An earlier version of the switch had been linked to nearly 400 injuries and deaths, but GM settled the last case involving that switch in September last year. The company so far has paid roughly $2.5 billion in criminal and civil penalties, settlements and legal fees in connection with that switch.
The plaintiff, Dennis Ward, said in this lawsuit that an updated model of that defective switch was to blame for the 2014 accident in which he hurt his knee. He alleged the switch suddenly rotated out of place, cutting off his car's power and leaving him unable to steer and brake the vehicle.
There are some 230 individual cases pending with the Manhattan court over the new switch model, six of which have been selected as test trials.

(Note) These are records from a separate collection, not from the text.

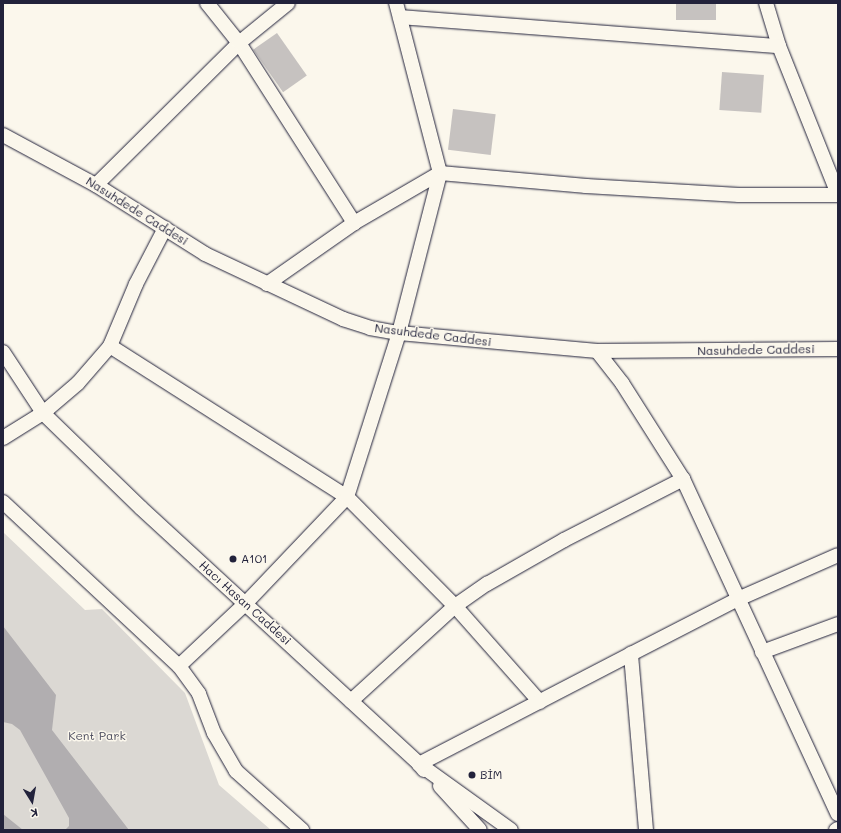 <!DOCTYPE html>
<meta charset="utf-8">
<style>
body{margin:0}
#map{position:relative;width:841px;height:833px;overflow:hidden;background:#fbf7ec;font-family:Mali,sans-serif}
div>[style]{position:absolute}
.green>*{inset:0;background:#dbd8d3}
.water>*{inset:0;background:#b1aeb0}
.building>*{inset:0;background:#c6c2c0;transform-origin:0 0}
.roads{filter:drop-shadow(0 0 1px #22223b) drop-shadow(0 0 1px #22223b)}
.minor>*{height:14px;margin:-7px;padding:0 7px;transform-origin:7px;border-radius:7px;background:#fbf7ec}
.dots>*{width:11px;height:11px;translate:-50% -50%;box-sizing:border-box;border:2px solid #fbf7ec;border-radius:50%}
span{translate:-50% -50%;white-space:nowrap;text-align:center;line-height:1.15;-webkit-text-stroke:3px #fbf7ec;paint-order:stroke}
.street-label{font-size:12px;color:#22223b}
.poi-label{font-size:12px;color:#22223b}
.left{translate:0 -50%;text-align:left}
.park-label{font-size:12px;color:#505061}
.frame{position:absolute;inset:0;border:4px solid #22223b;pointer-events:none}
.north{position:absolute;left:12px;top:781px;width:40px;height:40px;-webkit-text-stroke:3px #fbf7ec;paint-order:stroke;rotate:169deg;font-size:11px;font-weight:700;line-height:16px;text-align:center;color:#22223b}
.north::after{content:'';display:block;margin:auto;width:14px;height:18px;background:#22223b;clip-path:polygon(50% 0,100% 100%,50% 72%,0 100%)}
</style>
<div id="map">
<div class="green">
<i style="clip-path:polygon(3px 532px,85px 610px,102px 609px,185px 693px,219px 785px,271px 830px,3px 830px)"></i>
</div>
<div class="water">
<i style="clip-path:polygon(3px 626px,56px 695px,52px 730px,129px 830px,65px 830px,69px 826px,69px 818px,20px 730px,12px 724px,3px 722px)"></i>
<i style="clip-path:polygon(3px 814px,23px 830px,3px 830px)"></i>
</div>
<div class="building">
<i style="left:676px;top:3px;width:40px;height:17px"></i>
<i style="left:277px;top:33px;width:52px;height:29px;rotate:55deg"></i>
<i style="left:722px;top:72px;width:42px;height:38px;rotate:4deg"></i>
<i style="left:453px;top:109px;width:43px;height:41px;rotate:7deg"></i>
</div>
<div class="roads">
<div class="minor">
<i style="left:207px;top:3px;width:51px;rotate:51.3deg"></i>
<i style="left:239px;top:43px;width:214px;rotate:57.4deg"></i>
<i style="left:354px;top:223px;width:99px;rotate:-30.2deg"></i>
<i style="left:440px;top:173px;width:176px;rotate:-104.5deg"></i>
<i style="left:766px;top:3px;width:45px;rotate:73.2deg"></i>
<i style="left:779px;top:46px;width:159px;rotate:68.3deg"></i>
<i style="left:400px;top:17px;width:380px;rotate:4.4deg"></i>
<i style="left:3px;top:135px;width:106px;rotate:28.3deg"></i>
<i style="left:96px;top:185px;width:129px;rotate:32.3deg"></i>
<i style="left:205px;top:254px;width:153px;rotate:25.2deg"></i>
<i style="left:343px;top:319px;width:28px;rotate:18deg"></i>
<i style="left:370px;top:328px;width:29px;rotate:10deg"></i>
<i style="left:399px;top:333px;width:199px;rotate:5.2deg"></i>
<i style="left:597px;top:351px;width:241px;rotate:-0.5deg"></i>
<i style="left:96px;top:185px;width:202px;rotate:-44.8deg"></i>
<i style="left:239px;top:43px;width:63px;rotate:-39.2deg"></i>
<i style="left:267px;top:284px;width:106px;rotate:-35deg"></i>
<i style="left:110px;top:346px;width:281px;rotate:32.5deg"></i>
<i style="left:347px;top:497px;width:153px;rotate:45.3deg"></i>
<i style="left:455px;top:606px;width:128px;rotate:48.5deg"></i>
<i style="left:597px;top:351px;width:41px;rotate:52deg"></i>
<i style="left:622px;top:383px;width:114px;rotate:57.6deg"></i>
<i style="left:683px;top:479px;width:369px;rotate:65.2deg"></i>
<i style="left:3px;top:352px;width:73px;rotate:56.7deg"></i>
<i style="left:43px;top:413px;width:136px;rotate:44.1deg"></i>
<i style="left:141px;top:508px;width:378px;rotate:42.6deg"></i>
<i style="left:419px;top:764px;width:113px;rotate:35.7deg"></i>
<i style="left:3px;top:438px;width:47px;rotate:-32deg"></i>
<i style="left:43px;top:413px;width:46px;rotate:-40.6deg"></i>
<i style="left:78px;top:383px;width:49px;rotate:-49.1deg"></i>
<i style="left:110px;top:346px;width:67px;rotate:-67.2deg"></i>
<i style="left:136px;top:284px;width:63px;rotate:-62.6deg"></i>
<i style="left:3px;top:502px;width:241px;rotate:43deg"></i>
<i style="left:179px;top:666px;width:34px;rotate:54deg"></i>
<i style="left:199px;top:694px;width:42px;rotate:69deg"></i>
<i style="left:214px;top:733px;width:44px;rotate:59.9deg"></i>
<i style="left:236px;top:771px;width:89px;rotate:41.8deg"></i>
<i style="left:762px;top:652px;width:81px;rotate:-20.2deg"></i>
<i style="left:179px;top:666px;width:91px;rotate:-43.2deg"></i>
<i style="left:245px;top:604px;width:148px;rotate:-46.4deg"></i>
<i style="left:347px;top:497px;width:172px;rotate:-72.4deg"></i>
<i style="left:399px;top:333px;width:165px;rotate:-75.6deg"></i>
<i style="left:440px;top:173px;width:147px;rotate:5.1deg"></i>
<i style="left:586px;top:186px;width:153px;rotate:3.4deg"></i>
<i style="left:739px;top:195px;width:99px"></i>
<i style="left:351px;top:701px;width:141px;rotate:-42.4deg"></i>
<i style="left:455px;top:606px;width:39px;rotate:-35deg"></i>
<i style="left:487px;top:584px;width:89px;rotate:-29.7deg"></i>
<i style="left:564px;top:540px;width:134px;rotate:-27.1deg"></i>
<i style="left:424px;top:770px;width:8px;rotate:-130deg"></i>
<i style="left:419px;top:764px;width:239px;rotate:-27.4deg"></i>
<i style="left:440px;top:786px;width:59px;rotate:47.7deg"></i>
<i style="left:646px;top:830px;width:177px;rotate:-94.9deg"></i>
<i style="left:631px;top:654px;width:120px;rotate:-27.2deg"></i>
<i style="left:738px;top:599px;width:109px;rotate:-23.7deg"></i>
<i style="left:836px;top:830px;width:2px;rotate:-27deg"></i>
</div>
</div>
<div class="dots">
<i style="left:233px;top:559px;background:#22223b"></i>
<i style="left:472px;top:775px;background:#22223b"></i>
</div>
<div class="street-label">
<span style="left:137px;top:211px;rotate:32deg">Nasuhdede Caddesi</span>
<span style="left:433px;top:335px;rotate:7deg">Nasuhdede Caddesi</span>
<span style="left:756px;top:350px;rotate:-1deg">Nasuhdede Caddesi</span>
<span style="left:245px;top:603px;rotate:42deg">Hacı Hasan Caddesi</span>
</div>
<div class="poi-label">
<span class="left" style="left:241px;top:559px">A101</span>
<span class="left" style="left:480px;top:775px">BİM</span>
</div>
<div class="park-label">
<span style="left:97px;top:736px">Kent Park</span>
</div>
<div class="frame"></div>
<div class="north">K</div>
</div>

"In this case, the jury carefully considered the evidence and found that the ignition switch in this car was not defective and played no role in the accident," GM said in a statement after the verdict.
Ward's car had been outfitted with the so-called "190 switch," an updated version of the previous "423 switch" model.
GM conceded the 423 switch was defective, leading to the 2014 recall of 2.6 million vehicles. But the company insisted that the flaws were solved in the updated model, which was equipped with a stronger spring to improve resistance.
During the trial, the carmaker's defense lawyers had said the accident was Ward's own fault for not paying attention to traffic conditions and the road ahead.